The message was bleak, and the people did not like it. So they collected prophets and teachers to themselves to tell them pleasant things. The resultant contest between Hananiah the false prophet and Jeremiah in chapter 28 is a case study for discernment and contrast between true and false prophets; and I encourage you to read it and think how you might have responded had you been there.

Hananiah was preaching short-term prosperity and "peace, peace" when there was to be no peace. Jeremiah had a sober and true message--dismal and condemning in the short term but not without a future hope. Hananiah had showmanship and popular support. Jeremiah had stood in the council of the Lord, and was speaking the very words of God.

In chapter 29, Jeremiah sends a letter to the exiles. Regardless of the false-hope message of Hananiah's short term victory and vindication, God had made up His mind--70 years of captivity. In this context, the Lord instructs the people not to be overcome by the severity of the judgment, but to take heart in a long distant promise. They are to build houses, have children, carry on, etc., and not shrink back from all hope.

Here it is, in context:

Jer 29:10-14 (NIV) This is what the Lord says: "When seventy years are completed for Babylon, I will come to you and fulfill my gracious promise to bring you back to this place. For I know the plans I have for you," declares the Lord, "plans to prosper you and not to harm you, plans to give you hope and a future. Then you will call upon me and come and pray to me, and I will listen to you. You will seek me and find me when you seek me with all your heart. I will be found by you," declares the Lord, "and will bring you back from captivity. I will gather you from all the nations and places where I have banished you," declares the Lord, "and will bring you back to the place from which I carried you into exile."

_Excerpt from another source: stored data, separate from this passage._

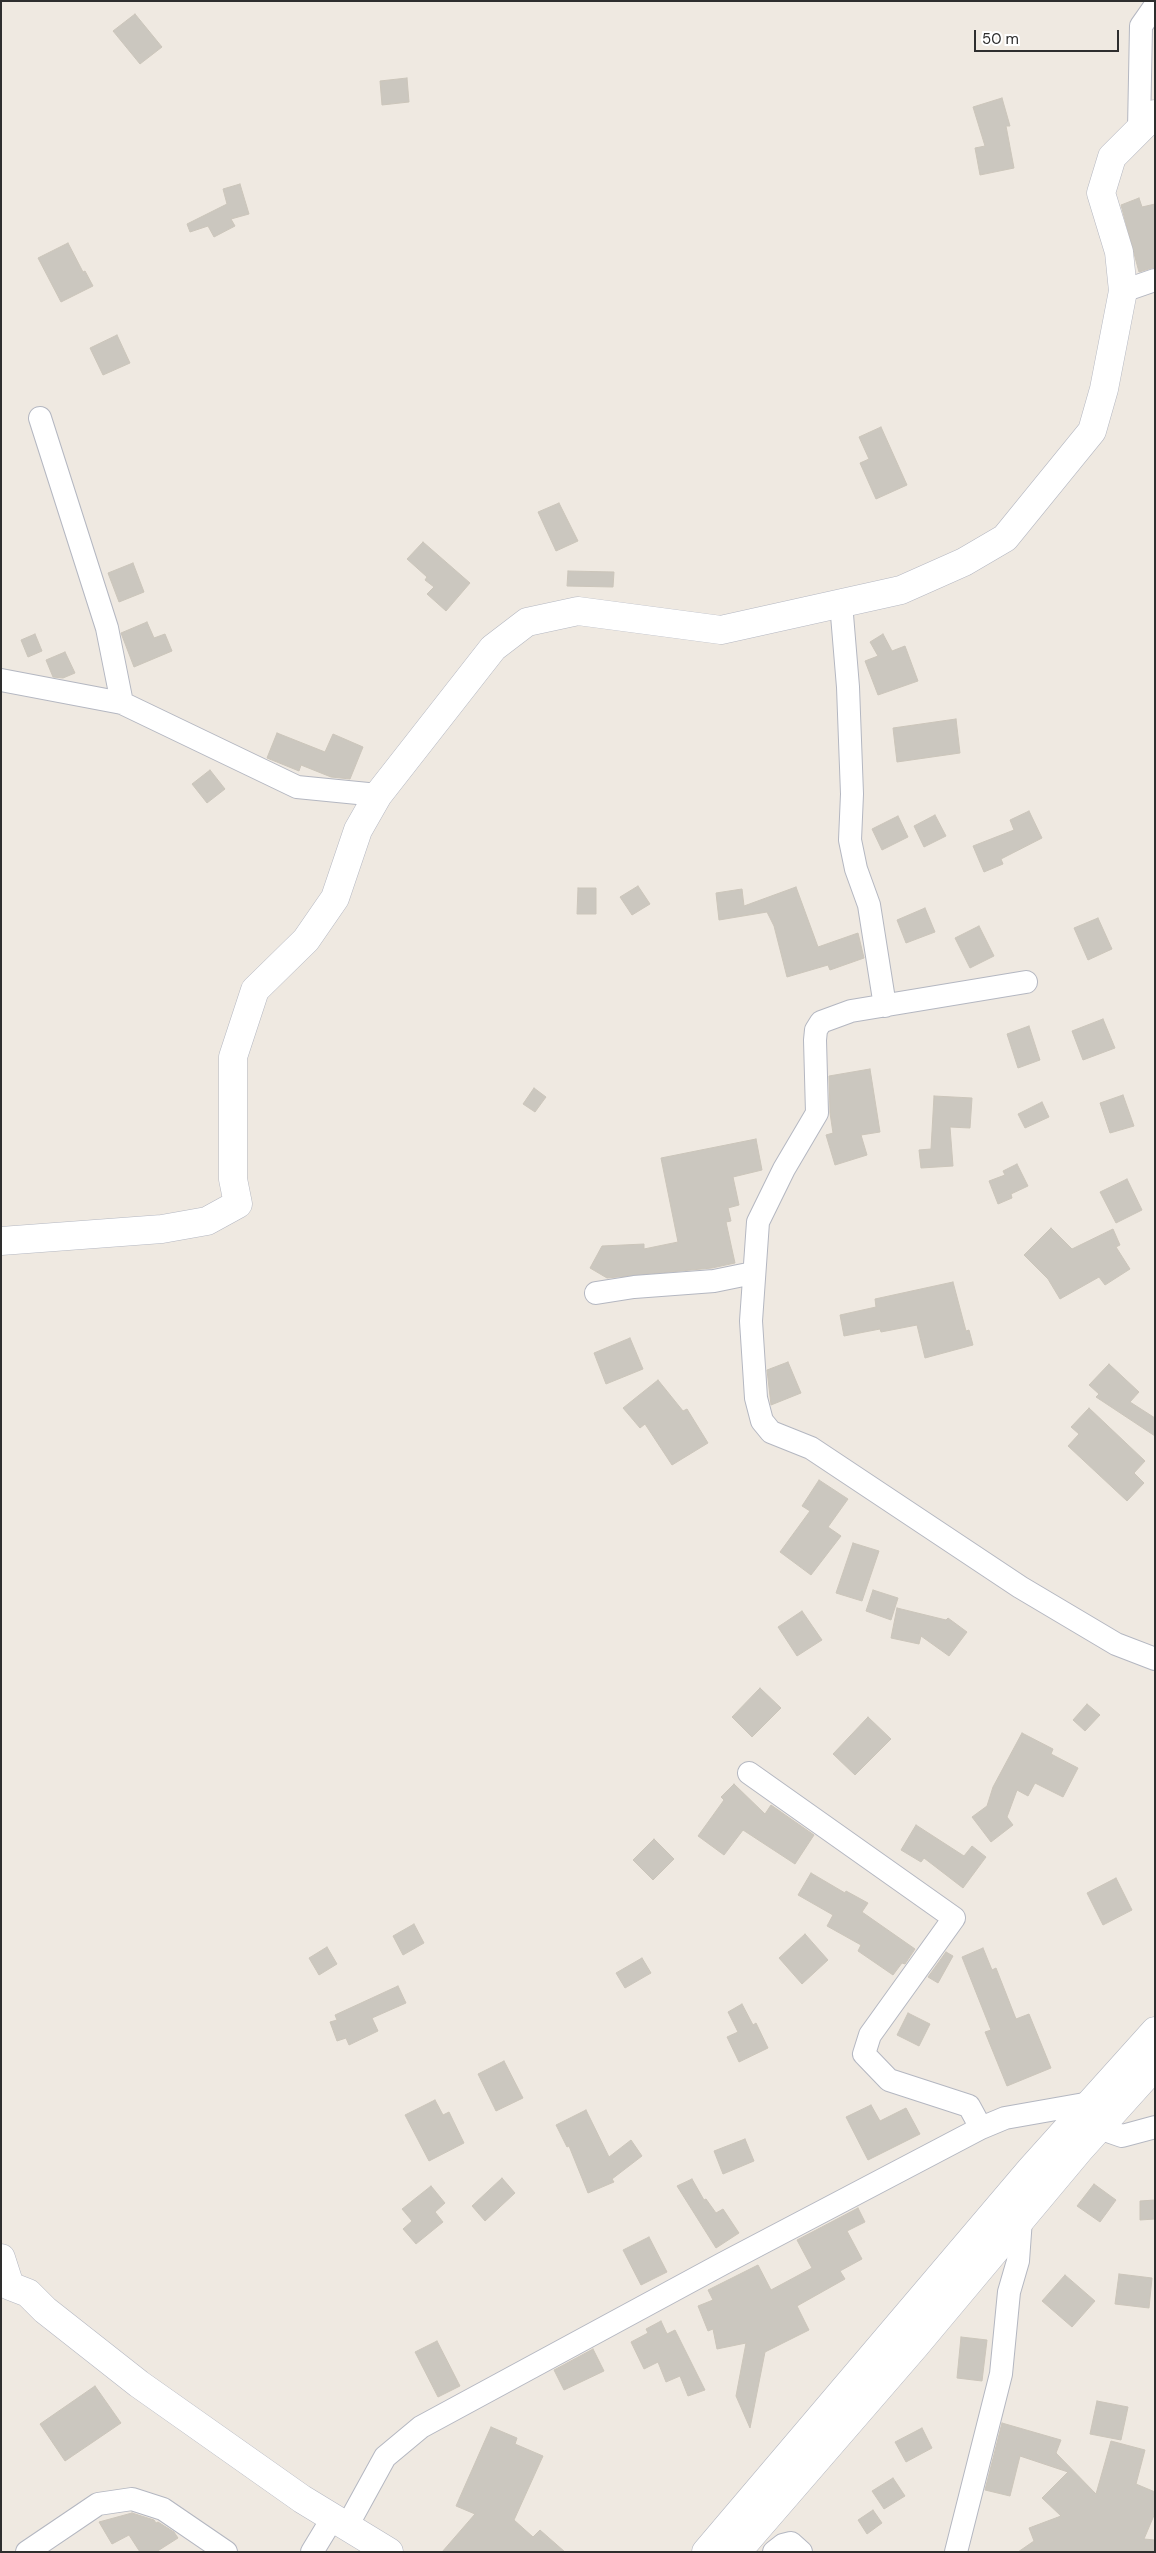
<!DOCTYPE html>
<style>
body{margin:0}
#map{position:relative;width:1156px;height:2553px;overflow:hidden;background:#efe9e1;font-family:"DM Sans",sans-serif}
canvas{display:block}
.frame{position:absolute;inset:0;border:2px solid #2e2e2e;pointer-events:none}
.scale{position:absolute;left:974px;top:30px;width:145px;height:22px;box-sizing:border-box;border:2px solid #2e2e2e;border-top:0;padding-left:6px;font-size:15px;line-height:18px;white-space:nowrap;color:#2e2e2e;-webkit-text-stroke:4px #fff;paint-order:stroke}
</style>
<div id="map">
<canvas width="1156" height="2553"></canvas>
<div class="frame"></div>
<div class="scale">50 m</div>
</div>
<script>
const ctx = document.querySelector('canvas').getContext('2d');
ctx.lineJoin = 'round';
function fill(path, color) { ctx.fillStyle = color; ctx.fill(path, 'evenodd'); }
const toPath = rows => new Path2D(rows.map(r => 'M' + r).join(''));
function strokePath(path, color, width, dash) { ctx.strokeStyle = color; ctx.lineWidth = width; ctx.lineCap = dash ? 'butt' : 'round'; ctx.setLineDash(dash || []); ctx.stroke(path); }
const building = toPath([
 [135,14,162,47,140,64,113,31,135,14],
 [407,78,409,102,382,105,380,81,407,78],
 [1002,98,1010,126,1006,126,1014,168,980,175,975,148,985,146,973,107,1002,98],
 [240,184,249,214,231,219,235,226,214,237,208,226,190,232,187,224,227,204,223,189,240,184],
 [1139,198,1142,207,1155,204,1155,267,1139,272,1121,205,1139,198],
 [68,243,83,272,85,271,93,286,61,302,38,258,68,243],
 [117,335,130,363,103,375,90,348,117,335],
 [881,427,907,485,876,499,860,463,869,459,859,437,881,427],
 [559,503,578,541,556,551,538,512,559,503],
 [423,542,470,583,446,611,427,594,434,587,425,580,427,577,407,559,423,542],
 [133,563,144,592,119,602,108,573,133,563],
 [568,571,614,572,613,587,567,586,568,571],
 [147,622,154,638,165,634,172,651,134,667,121,633,147,622],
 [35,634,42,651,28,657,21,640,35,634],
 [883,634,892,651,905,646,918,681,878,695,865,661,878,656,870,642,883,634],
 [65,652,75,673,63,678,53,677,46,660,65,652],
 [956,719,960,753,897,762,893,728,956,719],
 [277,733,325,752,333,734,363,747,350,779,331,777,301,765,299,771,267,758,277,733],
 [210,770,225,789,207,803,192,784,210,770],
 [1029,811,1042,838,1001,859,1003,864,984,872,973,846,1014,830,1010,820,1029,811],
 [935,815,946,836,924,847,914,826,935,815],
 [898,816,908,837,882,850,872,829,898,816],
 [638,886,650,904,632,915,620,897,638,886],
 [796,887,818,947,858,933,864,958,830,970,828,965,787,977,774,926,767,912,719,920,716,893,742,889,744,906,796,887],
 [578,888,596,888,596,914,577,914,578,888],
 [925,908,935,932,906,943,897,920,925,908],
 [1098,918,1112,949,1088,960,1074,928,1098,918],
 [979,926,994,956,970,968,955,938,979,926],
 [1103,1019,1115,1048,1083,1060,1072,1031,1103,1019],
 [1029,1026,1040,1060,1018,1068,1007,1034,1029,1026],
 [870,1069,880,1132,861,1135,867,1155,835,1165,826,1135,833,1133,830,1113,829,1076,870,1069],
 [534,1088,546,1097,535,1112,523,1104,534,1088],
 [1123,1095,1134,1126,1110,1133,1100,1103,1123,1095],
 [934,1096,972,1098,970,1128,950,1127,953,1166,921,1168,919,1150,931,1149,934,1096],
 [1042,1102,1049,1117,1025,1128,1018,1114,1042,1102],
 [756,1139,762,1170,733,1177,739,1205,728,1208,731,1221,726,1222,735,1263,712,1268,607,1278,590,1268,602,1246,644,1244,644,1249,678,1242,661,1158,756,1139],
 [1017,1164,1028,1186,1011,1194,1012,1198,998,1204,989,1181,1005,1175,1003,1171,1017,1164],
 [1127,1179,1142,1210,1116,1223,1100,1192,1127,1179],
 [1051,1228,1072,1249,1113,1229,1120,1245,1116,1247,1130,1269,1105,1285,1099,1277,1060,1299,1048,1279,1024,1255,1051,1228],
 [953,1282,966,1331,969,1330,973,1345,925,1358,917,1325,881,1332,880,1329,844,1336,840,1315,876,1307,875,1299,953,1282],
 [630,1338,643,1369,606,1384,594,1353,630,1338],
 [788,1362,801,1393,771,1405,767,1370,788,1362],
 [1109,1364,1139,1392,1130,1402,1155,1418,1155,1436,1096,1397,1099,1394,1089,1385,1109,1364],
 [658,1380,683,1411,687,1409,708,1443,672,1465,645,1424,640,1428,623,1408,658,1380],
 [1089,1408,1145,1461,1134,1473,1144,1483,1127,1501,1068,1446,1079,1434,1071,1427,1089,1408],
 [819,1480,848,1499,828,1527,841,1536,811,1575,780,1552,810,1511,802,1506,819,1480],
 [853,1543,879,1551,862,1601,836,1593,853,1543],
 [873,1590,898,1598,891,1620,866,1611,873,1590],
 [897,1608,946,1620,948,1618,967,1632,949,1656,921,1636,919,1644,891,1638,897,1608],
 [802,1611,822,1640,797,1656,778,1627,802,1611],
 [760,1688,781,1708,752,1737,732,1717,760,1688],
 [1087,1704,1100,1715,1085,1731,1073,1720,1087,1704],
 [868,1717,891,1739,855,1775,833,1754,868,1717],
 [1022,1733,1053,1749,1051,1754,1078,1768,1063,1797,1035,1783,1028,1796,1017,1790,1007,1817,1013,1825,991,1842,972,1817,987,1806,993,1787,1022,1733],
 [734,1784,765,1814,771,1805,814,1835,795,1864,743,1830,724,1855,698,1836,724,1800,721,1797,734,1784],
 [916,1825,964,1856,972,1846,986,1857,963,1888,924,1858,921,1862,901,1850,916,1825],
 [654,1839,674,1859,653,1880,633,1860,654,1839],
 [811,1873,845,1893,846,1891,868,1903,862,1912,915,1949,905,1964,902,1963,893,1975,858,1951,861,1945,827,1926,833,1915,798,1895,811,1873],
 [1116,1878,1132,1910,1103,1925,1087,1893,1116,1878],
 [414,1924,424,1943,403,1955,393,1936,414,1924],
 [805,1934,828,1960,802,1984,779,1958,805,1934],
 [327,1947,337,1964,319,1975,309,1958,327,1947],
 [983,1948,992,1970,996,1968,1016,2019,1029,2014,1051,2068,1007,2086,985,2032,991,2030,962,1957,983,1948],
 [946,1952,953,1956,938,1983,928,1977,946,1952],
 [642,1958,651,1973,625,1988,616,1973,642,1958],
 [398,1986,406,2003,372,2018,378,2031,349,2045,346,2038,337,2041,330,2022,337,2020,335,2015,398,1986],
 [742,2004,753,2025,756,2023,768,2048,739,2062,727,2037,738,2032,728,2012,742,2004],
 [908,2013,930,2024,919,2046,897,2035,908,2013],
 [504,2061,523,2098,496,2111,478,2074,504,2061],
 [435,2100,443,2115,449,2112,464,2143,429,2161,405,2115,435,2100],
 [871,2105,880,2121,906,2108,920,2134,868,2160,846,2117,871,2105],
 [586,2110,609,2157,631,2140,642,2156,612,2179,614,2182,588,2193,569,2146,567,2147,556,2125,586,2110],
 [745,2139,754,2161,723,2174,714,2151,745,2139],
 [502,2178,515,2193,485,2221,472,2206,502,2178],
 [692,2179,704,2200,706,2199,716,2213,723,2209,739,2233,716,2248,677,2186,692,2179],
 [1094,2184,1116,2200,1100,2222,1077,2206,1094,2184],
 [431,2186,445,2203,435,2212,443,2222,416,2244,403,2229,412,2221,402,2209,431,2186],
 [1155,2200,1155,2219,1140,2220,1140,2201,1155,2200],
 [858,2208,865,2222,847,2231,862,2259,840,2271,845,2279,797,2306,809,2330,765,2352,750,2428,736,2396,746,2343,717,2349,713,2329,708,2331,698,2306,713,2300,708,2290,758,2265,771,2290,812,2268,797,2240,858,2208],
 [649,2237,667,2272,641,2285,623,2250,649,2237],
 [1119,2274,1152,2278,1149,2308,1115,2304,1119,2274],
 [1065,2275,1095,2301,1072,2327,1042,2301,1065,2275],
 [661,2321,667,2334,675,2330,705,2390,688,2396,680,2376,666,2382,658,2362,644,2369,631,2342,648,2333,646,2329,661,2321],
 [961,2337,987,2340,982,2381,957,2378,961,2337],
 [437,2341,460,2386,438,2397,415,2352,437,2341],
 [593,2349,604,2371,564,2390,554,2370,593,2349],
 [95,2386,121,2423,65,2461,40,2424,95,2386],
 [1097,2401,1128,2407,1121,2440,1090,2434,1097,2401],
 [1002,2423,1061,2440,1056,2453,1096,2494,1111,2441,1145,2450,1136,2484,1155,2492,1155,2513,1144,2539,1155,2540,1155,2552,1018,2552,1034,2541,1029,2528,1061,2516,1042,2498,1068,2472,1020,2456,1010,2496,985,2490,1002,2423],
 [491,2427,517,2438,515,2444,543,2456,514,2520,533,2537,540,2530,565,2552,442,2552,475,2514,456,2506,491,2427],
 [922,2428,932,2448,906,2462,895,2442,922,2428],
 [893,2478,905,2496,884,2509,872,2491,893,2478],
 [873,2510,882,2523,867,2534,858,2520,873,2510],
 [132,2513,154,2520,156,2523,158,2522,174,2532,178,2538,156,2552,140,2552,129,2535,112,2544,99,2522,132,2513]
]);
fill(building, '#cbc7bf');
strokePath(building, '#cbc5ba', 1);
const street = toPath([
 [1139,129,1141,26,1155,6],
 [1123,291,1155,280],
 [40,418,107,628,122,703],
 [841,603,848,687,852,794,850,840,856,869,869,905,885,1006],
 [1,680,122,703,297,787,378,795],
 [1026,982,851,1011,821,1022,816,1030,815,1040,817,1113,784,1169,758,1222,751,1321,756,1398,762,1421,771,1432,811,1448,1020,1587,1116,1644,1155,1659],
 [596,1293,634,1287,714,1281,753,1273],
 [749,1773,954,1918,870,2035,864,2054,889,2080,969,2106,981,2128],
 [1099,2128,1122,2136,1155,2127],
 [346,2528,385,2457,421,2427,724,2263,981,2128,1005,2118,1090,2103],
 [27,2552,98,2504,132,2499,163,2509,226,2552],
 [312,2552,332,2519],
 [774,2552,783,2545,791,2543,801,2552],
 [956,2552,1001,2374,1009,2292,1018,2261,1021,2219]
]);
const secondary = toPath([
 [1,1241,162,1229,207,1221,238,1204,233,1179,233,1057,255,990,306,940,335,898,358,830,378,795,493,648,527,622,578,611,721,630,901,590,964,562,1005,538,1092,431,1104,389,1123,291,1119,252,1101,193,1112,157,1155,114],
 [1,2258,10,2286,28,2293,45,2310,139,2384,302,2499,389,2552],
 [706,2552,1031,2169,1155,2031],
 [737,2552,916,2345,1081,2148,1155,2066]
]);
strokePath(street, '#b4b7c1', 24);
strokePath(secondary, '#b4b7c1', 29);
strokePath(street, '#fff', 22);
strokePath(secondary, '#fff', 28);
</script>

70 years is generally regarded as a "type" of a human life span. It is the time that represents our sojourn here on earth.

Ps 90:10 (NIV) The length of our days is seventy years--or eighty, if we have the strength; yet their span is but trouble and sorrow, for they quickly pass, and we fly away.

So it is fitting that so many of us have taken a shine to this verse. For we too have been sentenced to live as exiles in this world for seventy years--so to speak.

Jeremiah 29:11 is thus a ray of hope in this dark world--not of short-term success and prosperity, but rather that after the just sentence of God has passed... we will be restored.

But let us not trifle with the severity of the prophecy of seventy years of captivity, lest we hanker after the Hananiahs out there who are winning such popular support.

1 Pet 2:11 (NRS) Beloved, I urge you as aliens and exiles to abstain from the desires of the flesh that wage war against the soul.